Kann ich auf Rechner A spielen und danach auf Rechner B mit dem gl. Spielstand weitermachen (weil sich das das Battlenet merkt)?
Oder muss ich manuell Savegames rüberkopieren und klappt das dann auch? Hat das jemand getestet?
Danke und Grüße!


----------



## Shadow_Man (19. Mai 2012)

Wenn das wie bei allen anderen (letzten) Blizzard Spielen ist, dann brauchst du auf dem 2.PC das Spiel nicht mal neuinstallieren.
Da reicht es einfach den Diablo Ordner auf eine externe Festplatte z.B. zu speichern und dann einfach auf den neuen PC zu kopieren 

Und was die Speicherstände betrifft.
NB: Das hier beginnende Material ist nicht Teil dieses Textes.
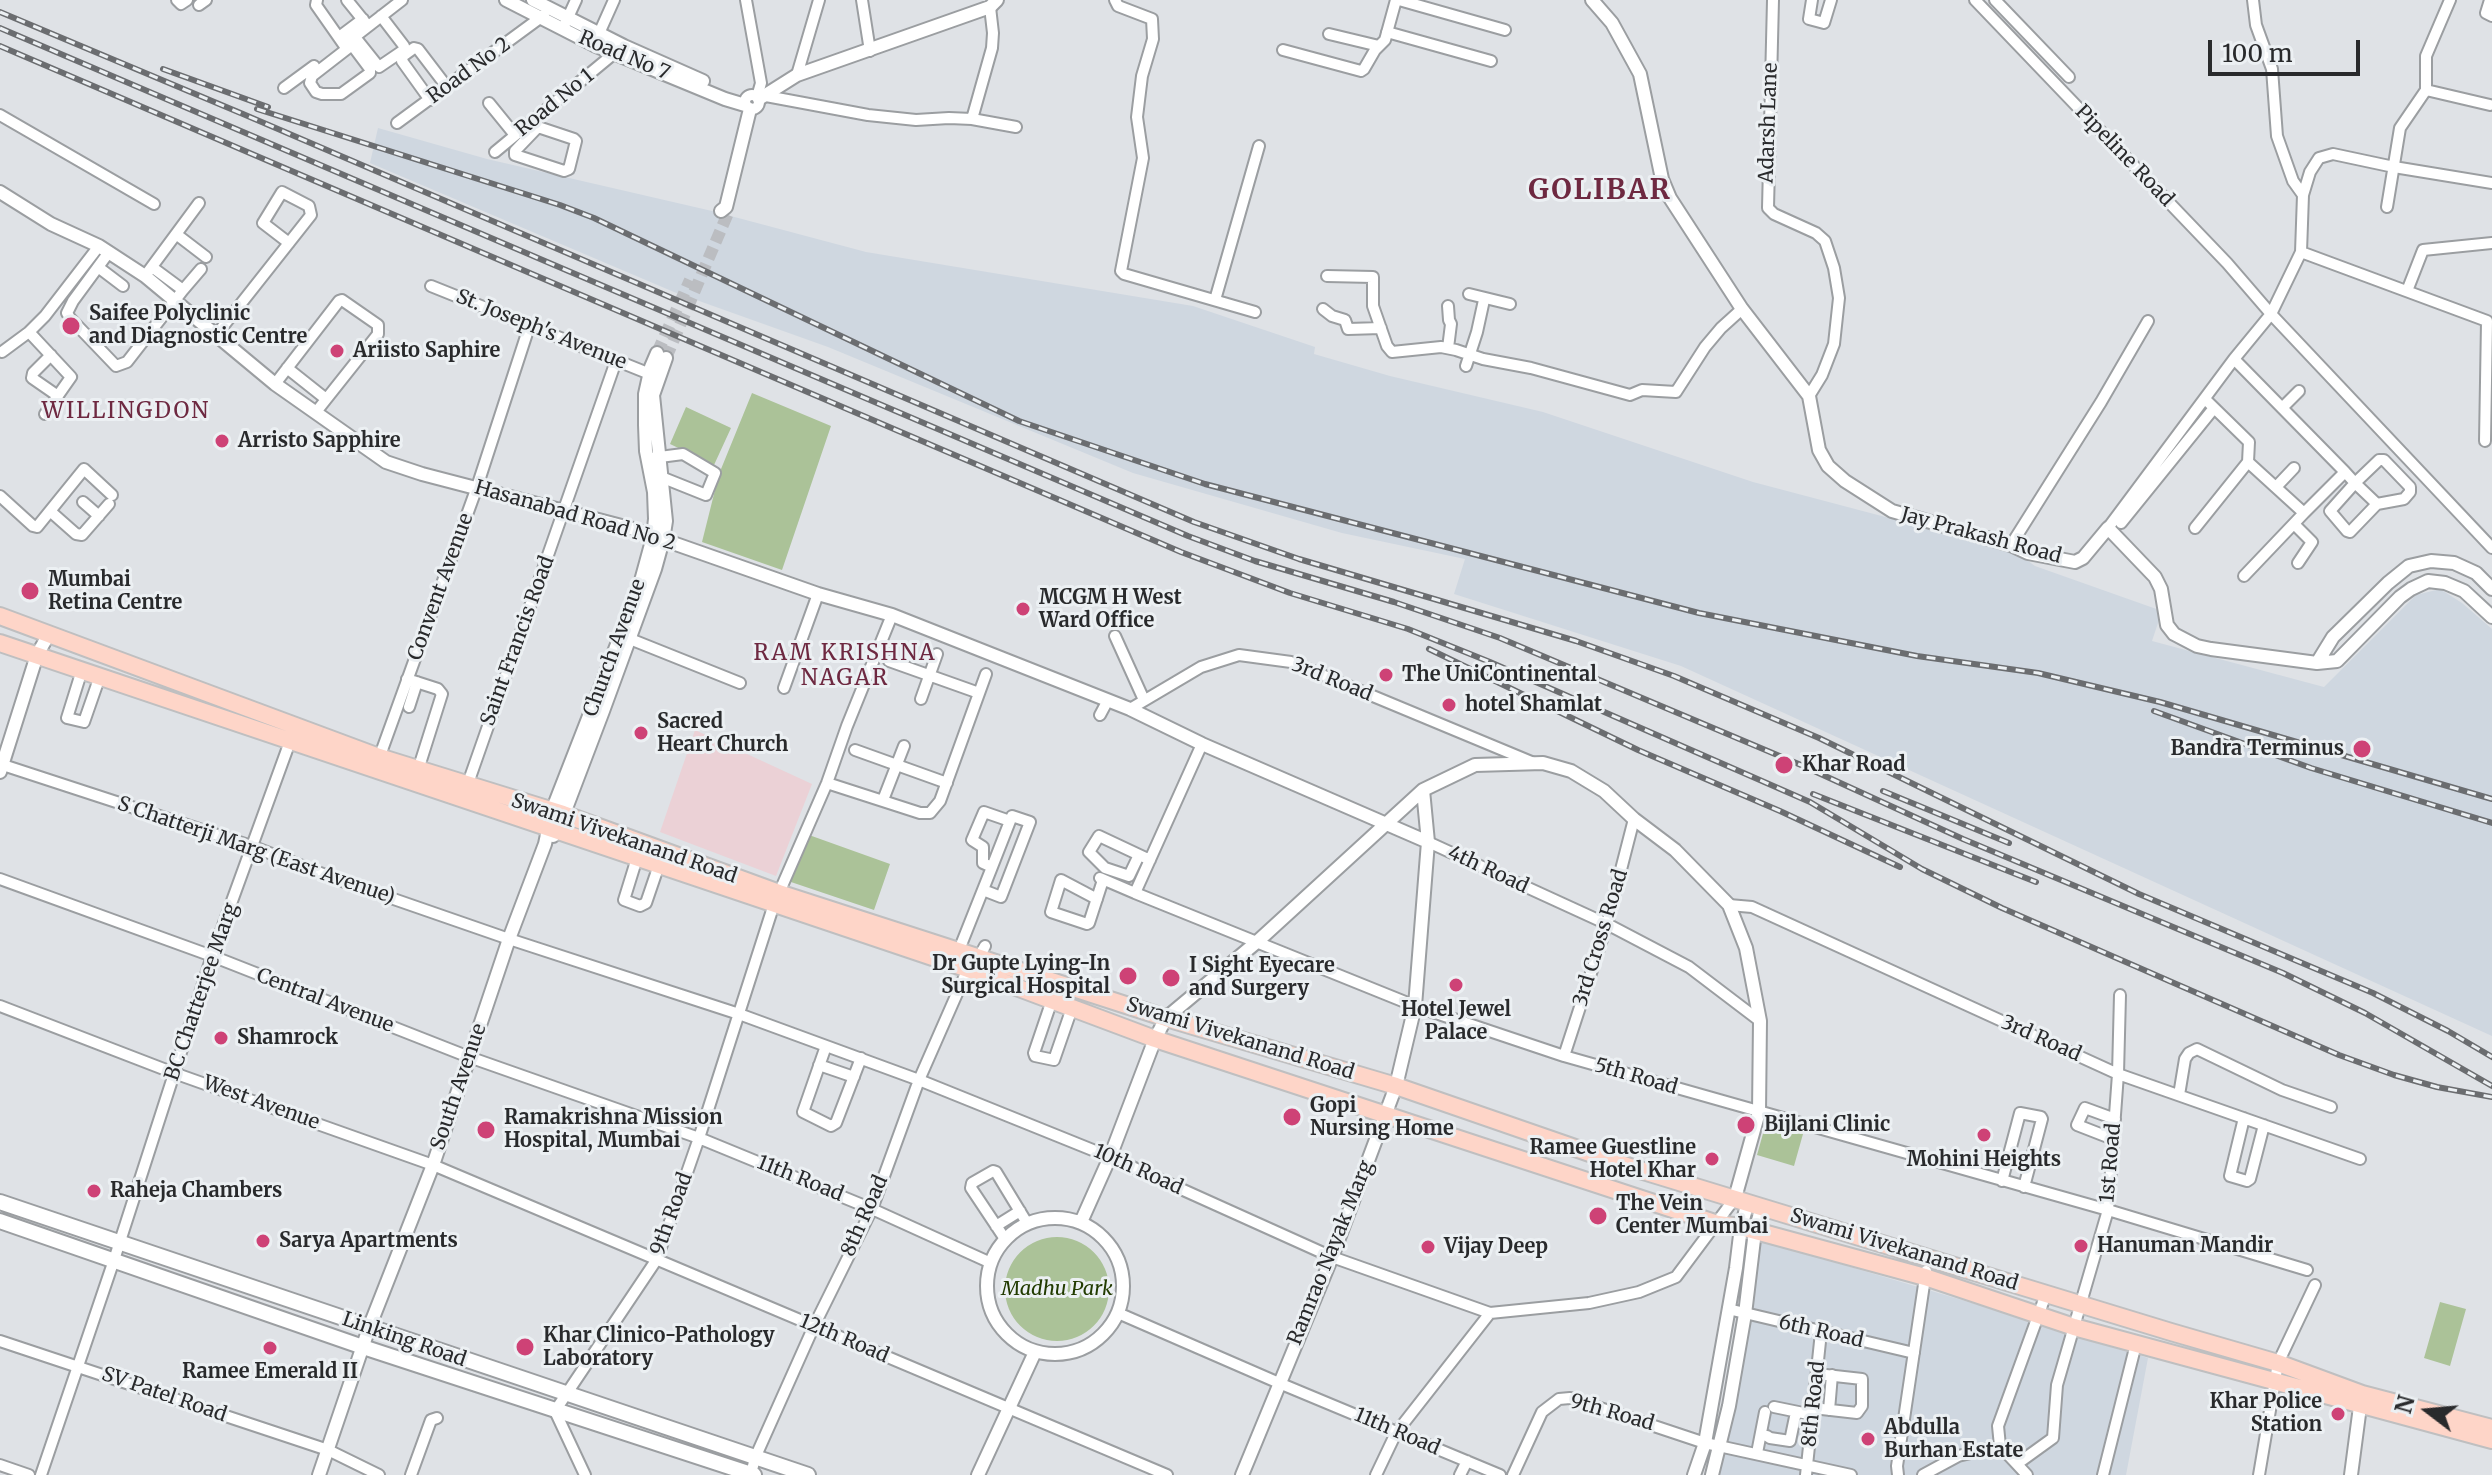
<!DOCTYPE html>
<html>
<head>
<meta charset="utf-8">
<style>
	body { margin:0 }
	#map { position:relative; width:2492px; height:1475px; overflow:hidden; background:#dfe2e6; font-family:Merriweather,serif }
	canvas { display:block }
	.north { position:absolute; left:2388px; top:1371px; width:80px; height:80px; -webkit-text-stroke:6px #ecf0f3; paint-order:stroke; rotate:286deg; font-size:22px; font-weight:700; line-height:32px; text-align:center; color:#292a2c }
	.north::after { content:''; display:block; margin:auto; width:28px; height:36px; background:#292a2c; clip-path:polygon(50% 0,100% 100%,50% 72%,0 100%) }
	.scale { position:absolute; left:2208px; top:40px; width:152px; height:36px; box-sizing:border-box; border:4px solid #292a2c; border-top:0; padding-left:10px; font-size:24px; line-height:28px; white-space:nowrap; color:#292a2c; -webkit-text-stroke:6px #ecf0f3; paint-order:stroke }
</style>
</head>
<body>
<div id="map">
<canvas width="2492" height="1475"></canvas>
<div class="north">N</div>
<div class="scale">100 m</div>
</div>
<script>
const ctx = document.querySelector('canvas').getContext('2d');
ctx.lineJoin = 'round';
function fillPath(path, color) { ctx.fillStyle = color; ctx.fill(path, 'evenodd'); }
const shape = rows => new Path2D(rows.map(r => 'M' + r).join(''));
function trace(path, color, width, dash) { ctx.strokeStyle = color; ctx.lineWidth = width; ctx.lineCap = dash ? 'butt' : 'round'; ctx.setLineDash(dash || []); ctx.stroke(path); }
function label(font, color, halo, rows, align = 'center') {
  ctx.font = font + ' Merriweather,serif'; ctx.lineWidth = 6; ctx.setLineDash([]); ctx.textBaseline = 'middle'; ctx.strokeStyle = halo; ctx.fillStyle = color; for (const [text, x, y, turn = 0] of rows) {
    ctx.save(); ctx.translate(x, y); ctx.rotate((+turn || 0) * Math.PI / 180); ctx.textAlign = isNaN(turn) ? turn : align; if (halo) ctx.strokeText(text, 0, 0); ctx.fillText(text, 0, 0); ctx.restore();
  }
}
fillPath(shape([
	[378,128,487,159,712,211,866,252,1193,306,1315,347,1314,354,1390,376,1543,412,1753,482,2014,551,2035,566,2162,611,2152,641,2324,687,2416,595,2440,589,2462,603,2492,629,2492,1036,1681,666,1454,594,1465,559,1342,533,1133,473,828,347,674,292,370,163],
	[1760,1240,2009,1314,2148,1358,2126,1475,1714,1475]
]), '#cfd7e0');
fillPath(shape([
	[695,730,812,784,776,876,660,832]
]), '#ebd1d6');
fillPath(shape([
	[752,393,831,426,782,570,702,542,719,474],
	[686,407,731,428,714,465,670,444],
	[809,835,890,864,874,910,788,881],
	[1766,1123,1803,1134,1794,1166,1757,1155],
	'1005 1289a52 52 0 1 1 104 0a52 52 0 1 1-104 0Z',
	[2440,1302,2466,1309,2450,1366,2424,1358]
]), '#abc298');
trace(shape([
	[657,353,690,280],
	[666,358,728,213]
]), '#bbbdc1', 12, [12, 6]);
const minor = shape([
	[177,0,181,4,187,0],
	[317,0,316,5,344,45],
	[347,0,368,26],
	[746,0,761,83,757,97],
	[862,0,870,51],
	[1115,0,1118,6,1152,19,1153,39,1142,76,1137,117,1143,158,1121,271,1124,274,1255,312],
	[1399,0,1505,30],
	[1773,0,1768,208,1774,214,1816,233,1825,241,1834,268,1839,298,1834,344,1822,375,1809,396],
	[1812,0,1809,19,1824,23,1831,0],
	[1975,0,2227,263,2271,314,2492,548],
	[1995,0,2069,77],
	[2253,0,2256,25,2272,69,2277,136,2293,181,2303,195],
	[2490,0,2486,13,2492,16],
	[199,5,206,0],
	[565,24,576,0],
	[1387,32,1491,61],
	[1329,34,1379,46],
	[339,37,363,19],
	[355,37,379,67,404,50,404,46,381,16],
	[597,38,614,0],
	[349,41,370,69,370,73,341,94,322,94,316,92,310,83,312,76,352,45],
	[344,45,402,0],
	[1283,50,1361,71,1364,69,1375,50,1385,40,1396,0],
	[797,75,819,0],
	[284,88,314,66],
	[2426,90,2490,105],
	'745 102a7 7 0 1 1 14 0a7 7 0 1 1-14 0Z',
	[766,96,868,115,916,120,949,118,972,119,1016,127],
	[430,100,402,61,403,56,414,48,418,49,447,87],
	[489,103,515,135],
	[0,115,154,204],
	[972,119,992,48,993,33,990,7],
	[397,123,544,15],
	[529,125,538,127,574,139,576,141,569,169,564,171,515,155,515,151,538,127],
	[495,152,617,51],
	[2387,207,2400,128,2426,90,2426,56,2450,0],
	[176,234,206,257],
	[109,252,73,301,67,313,70,318,116,366,127,362,183,290],
	[2301,252,2303,195,2310,172,2319,158,2333,154,2394,167,2492,183],
	[98,267,123,286],
	[156,270,183,290,201,269],
	[145,276,199,203],
	[1327,276,1373,277,1373,306,1387,346,1392,352,1441,347,1456,350,1483,359,1531,368,1630,395,1642,390,1676,392,1705,347,1721,328,1742,309],
	[431,286,650,374],
	[2407,291,2423,250,2492,243],
	[1469,294,1510,304],
	[1215,300,1259,146],
	[1323,309,1332,316,1345,320,1348,329,1381,328],
	[29,332,71,377,45,414],
	[217,334,311,215,309,206,282,192,263,223,289,243],
	[1448,348,1451,324,1449,320,1448,306],
	[2,352,29,332,45,316,99,246],
	[51,355,33,373,32,378,58,396],
	[1466,366,1477,332,1484,300],
	[287,368,326,399],
	[275,384,339,301,342,300,378,325,378,334,316,412],
	[2205,399,2249,442,2248,462,2304,513,2345,472,2234,359],
	[2282,408,2299,391],
	[652,458,683,454,715,473,706,495,661,477],
	[2345,472,2355,483,2377,504,2404,499,2410,492,2410,487,2384,460,2379,460,2355,483,2330,511,2347,531,2350,532,2377,504],
	[2276,487,2294,468],
	[0,496,33,526,37,527,84,469,112,495],
	[83,502,99,516],
	[50,511,76,534,82,535,109,504],
	[2121,523,2214,408],
	[2294,524,2312,542,2298,563],
	[2108,528,2234,359,2271,314,2301,252,2487,321,2485,441],
	[2195,528,2248,462],
	[2011,545,2101,402,2148,321],
	[2244,576,2304,513],
	[1115,636,1144,700],
	[630,639,740,683],
	[889,661,979,693],
	[82,670,67,718,84,722,100,676],
	[407,679,438,689,442,694,418,770],
	[784,688,818,594],
	[921,699,937,654],
	[409,707,417,682],
	[1130,709,1201,667,1239,655,1291,662,1534,763],
	[1100,715,1108,700],
	[1202,744,1135,893,1415,1006,1564,1056,2108,1210,2307,1270],
	[855,750,947,783],
	[378,761,477,487,530,324],
	[3,765,254,847,333,878,509,939,739,1014,919,1080,1110,1157,1332,1257,1490,1313,1589,1303,1639,1292,1676,1277,1735,1198],
	[827,783,920,813,930,813,940,801,986,674],
	[466,789,616,361],
	[883,800,904,746],
	[1428,842,1607,924,1689,967,1760,1021],
	[1139,855,1129,876,1105,868,1089,852,1099,836,1150,860],
	[637,858,624,900,640,906,646,903,661,859],
	[992,867,983,863,983,847,972,840,984,812,1010,821],
	[1100,878,1135,893],
	[0,879,212,956,469,1057,699,1138,872,1209,991,1263],
	[779,893,827,783,847,726,892,615],
	[1097,899,1061,880,1051,912,1087,924,1089,923,1103,880],
	[1729,905,1752,907,2118,1074,2360,1159],
	[959,950,992,867,1012,816,1030,822,1001,897,983,890],
	[979,957,985,946],
	[1052,1000,1034,1053,1035,1056,1054,1060,1072,1008],
	[0,1006,174,1073,433,1165,1167,1475],
	[826,1046,803,1112,831,1126,836,1123,861,1058],
	[1564,1056,1607,924,1634,819],
	[819,1065,854,1077],
	[2179,1095,2185,1059,2189,1053,2197,1049,2282,1090,2331,1107],
	[2244,1118,2230,1176,2247,1181,2250,1179,2264,1125],
	[2113,1139,2077,1125,2085,1108,2115,1119],
	[2002,1181,2020,1113,2041,1117,2042,1119,2024,1187],
	[996,1226,1020,1211],
	[1005,1239,971,1188,972,1183,993,1171,996,1172,1027,1223],
	[1728,1309,1914,1353],
	[1118,1313,1279,1383,1500,1475],
	[0,1341,328,1450,379,1475],
	[1774,1407,1813,1415],
	[1813,1408,1857,1413,1862,1406,1862,1379,1817,1374],
	[1829,1410,1832,1375],
	[1767,1436,1770,1438,1790,1441,1795,1417],
	[2000,1446,1998,1426,2046,1294],
	[2000,1446,2027,1475],
	[1757,1453,1765,1412],
	[2017,1464,2053,1438,2057,1385,2108,1210,2118,1074,2120,995],
	[0,1465,29,1475],
	[751,1474,755,1458,814,1326,872,1209,919,1080,970,964],
	[41,1475,114,1260,212,956,292,736],
	[411,1475,431,1420,437,1418],
	[585,1475,555,1411,657,1259,699,1138,774,904],
	[1376,1475,1396,1433,1490,1313],
	[1460,1475,1467,1461],
	[1513,1475,1542,1412,1559,1399,1570,1398,1705,1443,1851,1475],
	[1806,1475,1821,1332],
	[1898,1475,1897,1466,1926,1271],
	[1923,1475,1958,1456,2000,1446],
	[2103,1475,2136,1344],
	[2259,1475,2278,1363,2315,1285]
]);
const tertiary = shape([
	[506,0,594,45,725,99,745,105],
	[533,0,624,46,703,81],
	[1592,0,1612,23,1640,74,1662,179,1670,198,1742,309,1809,396,1819,450,1828,466,1845,481,1892,511,2011,545,2028,553,2075,562,2083,558,2108,528,2155,577,2161,589,2167,625,2174,634,2197,646,2211,649,2317,663,2337,661,2400,597,2411,589,2428,581,2445,583,2464,591,2492,617],
	[759,99,797,75,990,7,997,0],
	[0,192,51,224,99,246,145,276,275,384,386,462,422,474,633,529,818,594,892,615,1130,709,1202,744,1428,842],
	[721,211,726,207,750,109],
	[2317,663,2333,637,2388,583,2409,566,2431,561,2454,563,2476,573,2492,589],
	[0,772,37,655,49,634],
	[553,836,557,832,603,711,655,569,663,540,666,521,653,395,666,358],
	'987 1286a68 68 0 1 1 136 0a68 68 0 1 1-136 0Z',
	[1081,1222,1110,1157,1155,1039,1166,1018,1258,941,1423,790,1475,765,1543,763,1571,771,1604,791,1634,819,1675,850,1729,905,1746,948,1760,1021,1759,1112,1735,1198],
	[319,1475,369,1328,433,1165,509,939,545,844,552,811,639,588,653,537,655,519,654,492,646,451,645,425,645,394,651,367,657,353],
	[978,1475,1035,1352],
	[1242,1475,1332,1257,1396,1086,1415,1006,1428,842,1423,790],
	[1694,1475,1705,1443,1736,1268,1741,1227,1748,1202],
	[1712,1475,1729,1406,1745,1314,1755,1231,1762,1206],
	[2351,1475,2361,1399]
]);
const secondary = shape([
	[0,1202,808,1475],
	[0,1221,363,1347,754,1475]
]);
const primary = shape([
	[0,616,379,757,563,814,779,893,1166,1018,1396,1086,1630,1167,2171,1332,2278,1363,2362,1394,2492,1428],
	[0,643,968,969,1155,1039,1718,1224,1741,1227,1925,1277,2074,1327,2492,1440]
]);
trace(minor, '#9b9ea1', 14);
trace(tertiary, '#9b9ea1', 16);
trace(secondary, '#9b9ea1', 18);
trace(primary, '#bfbfc0', 20);
trace(minor, '#fff', 10);
trace(tertiary, '#fff', 12);
trace(secondary, '#fff', 14);
trace(primary, '#fed5c8', 16);
const rail = shape([
	[0,12,243,114,1194,522,1299,559,1576,641,1674,676,1819,738,2139,894,2373,993,2448,1031,2492,1057],
	[0,28,1188,536,1255,561,1394,602,1500,638,1801,765,1963,839,2283,973,2365,1013,2492,1086],
	[0,46,1181,552,1290,593,1408,629,1490,662,1810,802,1922,869,2002,908,2339,1055,2394,1075,2437,1087,2492,1097],
	[163,69,268,107],
	[257,109,560,205,594,218,1019,421,1205,484,1699,613,1917,656,2038,673,2160,702,2492,799],
	[1429,649,1638,750,1780,811,1900,867],
	[2154,711,2311,768,2492,823],
	[1883,791,2009,843],
	[1813,794,2036,882]
]);
trace(rail, '#6b6d70', 6);
trace(rail, '#ecf0f3', 3, [9]);
for (const [x, y, r, color] of [
	[71,326,10,"#ce4276"],
	[337,351,8,"#ce4276"],
	[222,441,8,"#ce4276"],
	[30,591,10,"#ce4276"],
	[1023,609,8,"#ce4276"],
	[1386,675,8,"#ce4276"],
	[1449,705,8,"#ce4276"],
	[641,733,8,"#ce4276"],
	[2362,749,10,"#ce4276"],
	[1784,765,10,"#ce4276"],
	[1128,976,10,"#ce4276"],
	[1171,978,10,"#ce4276"],
	[1456,985,8,"#ce4276"],
	[221,1038,8,"#ce4276"],
	[1292,1117,10,"#ce4276"],
	[1746,1125,10,"#ce4276"],
	[486,1130,10,"#ce4276"],
	[1984,1135,8,"#ce4276"],
	[1712,1159,8,"#ce4276"],
	[94,1191,8,"#ce4276"],
	[1598,1216,10,"#ce4276"],
	[263,1241,8,"#ce4276"],
	[2081,1246,8,"#ce4276"],
	[1428,1247,8,"#ce4276"],
	[525,1347,10,"#ce4276"],
	[270,1348,8,"#ce4276"],
	[2338,1414,8,"#ce4276"],
	[1868,1439,8,"#ce4276"]
]) { const dot = new Path2D(); dot.arc(x, y, r, 0, 2 * Math.PI); ctx.fillStyle = color; ctx.fill(dot); trace(dot, '#ecf0f3', 3); }
label('20px', '#292a2c', '#ecf0f3', [
	["Road No 7",624,56,23],
	["Road No 2",469,71,-36],
	["Road No 1",555,103,-39],
	["Adarsh Lane",1769,123,-88],
	["Pipeline Road",2124,156,46],
	["St. Joseph's Avenue",541,330,22],
	["Hasanabad Road No 2",575,516,16],
	["Jay Prakash Road",1981,536,15],
	["Convent Avenue",441,587,-70],
	["Saint Francis Road",518,641,-70],
	["Church Avenue",615,648,-70],
	["3rd Road",1332,680,22],
	["Swami Vivekanand Road",624,839,19],
	["S Chatterji Marg (East Avenue)",256,851,19],
	["4th Road",1488,870,25],
	["3rd Cross Road",1601,938,-73],
	["BC Chatterjee Marg",202,992,-71],
	["Central Avenue",325,1001,21],
	["Swami Vivekanand Road",1240,1039,17],
	["3rd Road",2041,1039,24],
	["5th Road",1636,1077,16],
	["South Avenue",459,1087,-71],
	["West Avenue",261,1103,20],
	["1st Road",2111,1163,-85],
	["10th Road",1138,1170,24],
	["11th Road",800,1179,22],
	["9th Road",672,1214,-70],
	["8th Road",865,1216,-66],
	["Swami Vivekanand Road",1904,1250,17],
	["Ramrao Nayak Marg",1331,1253,-68],
	["6th Road",1821,1332,13],
	["12th Road",844,1339,23],
	["Linking Road",404,1340,19],
	["SV Patel Road",164,1395,19],
	["8th Road",1814,1404,-84],
	["9th Road",1612,1413,16],
	["11th Road",1397,1432,23]
]);
label('bold 20px', '#292a2c', '#ecf0f3', [
	["Saifee Polyclinic",89,314],
	["and Diagnostic Centre",89,337],
	["Ariisto Saphire",353,351],
	["Arristo Sapphire",238,441],
	["Mumbai",48,580],
	["Retina Centre",48,603],
	["MCGM H West",1039,598],
	["Ward Office",1039,621],
	["The UniContinental",1402,675],
	["hotel Shamlat",1465,705],
	["Sacred",657,722],
	["Heart Church",657,745],
	["Bandra Terminus",2344,749,"right"],
	["Khar Road",1802,765],
	["Dr Gupte Lying-In",1110,964,"right"],
	["Surgical Hospital",1110,987,"right"],
	["I Sight Eyecare",1189,966],
	["and Surgery",1189,989],
	["Hotel Jewel",1456,1010,"center"],
	["Palace",1456,1033,"center"],
	["Shamrock",237,1038],
	["Gopi",1310,1106],
	["Nursing Home",1310,1129],
	["Ramakrishna Mission",504,1118],
	["Hospital, Mumbai",504,1141],
	["Bijlani Clinic",1764,1125],
	["Ramee Guestline",1696,1148,"right"],
	["Hotel Khar",1696,1171,"right"],
	["Mohini Heights",1984,1160,"center"],
	["Raheja Chambers",110,1191],
	["The Vein",1616,1204],
	["Center Mumbai",1616,1227],
	["Sarya Apartments",279,1241],
	["Hanuman Mandir",2097,1246],
	["Vijay Deep",1444,1247],
	["Khar Clinico-Pathology",543,1336],
	["Laboratory",543,1359],
	["Ramee Emerald II",270,1372,"center"],
	["Khar Police",2322,1402,"right"],
	["Station",2322,1425,"right"],
	["Abdulla",1884,1428],
	["Burhan Estate",1884,1451]
], 'left');
label('italic 20px', '#223b00', '#ecf0f3', [
	["Madhu Park",1057,1289]
]);
ctx.letterSpacing = '2px';
label('22px', '#6e2941', '#ecf0f3', [
	["WILLINGDON",126,412],
	["RAM KRISHNA",845,654],
	["NAGAR",845,679]
]);
ctx.letterSpacing = '0px';
ctx.letterSpacing = '2px';
label('bold 28px', '#6e2941', '#ecf0f3', [
	["GOLIBAR",1600,191]
]);
ctx.letterSpacing = '0px';
</script>
</body>
</html>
Da Diablo 3 quasi wie ein MMO funktioniert, wird das alles online auf den Blizzard-Servern gespeichert. Du brauchst dich dann also auf dem anderen PC nur einloggen.


----------



## Kreon (19. Mai 2012)

Vielen Dank. Das wäre ja praktisch für mich.
Kannte das Battlenet bisher nur von SC2 und dort wird ja nur der MP-Status, aber nicht der SP-Status automatisch im Battlenet gespeichert.


----------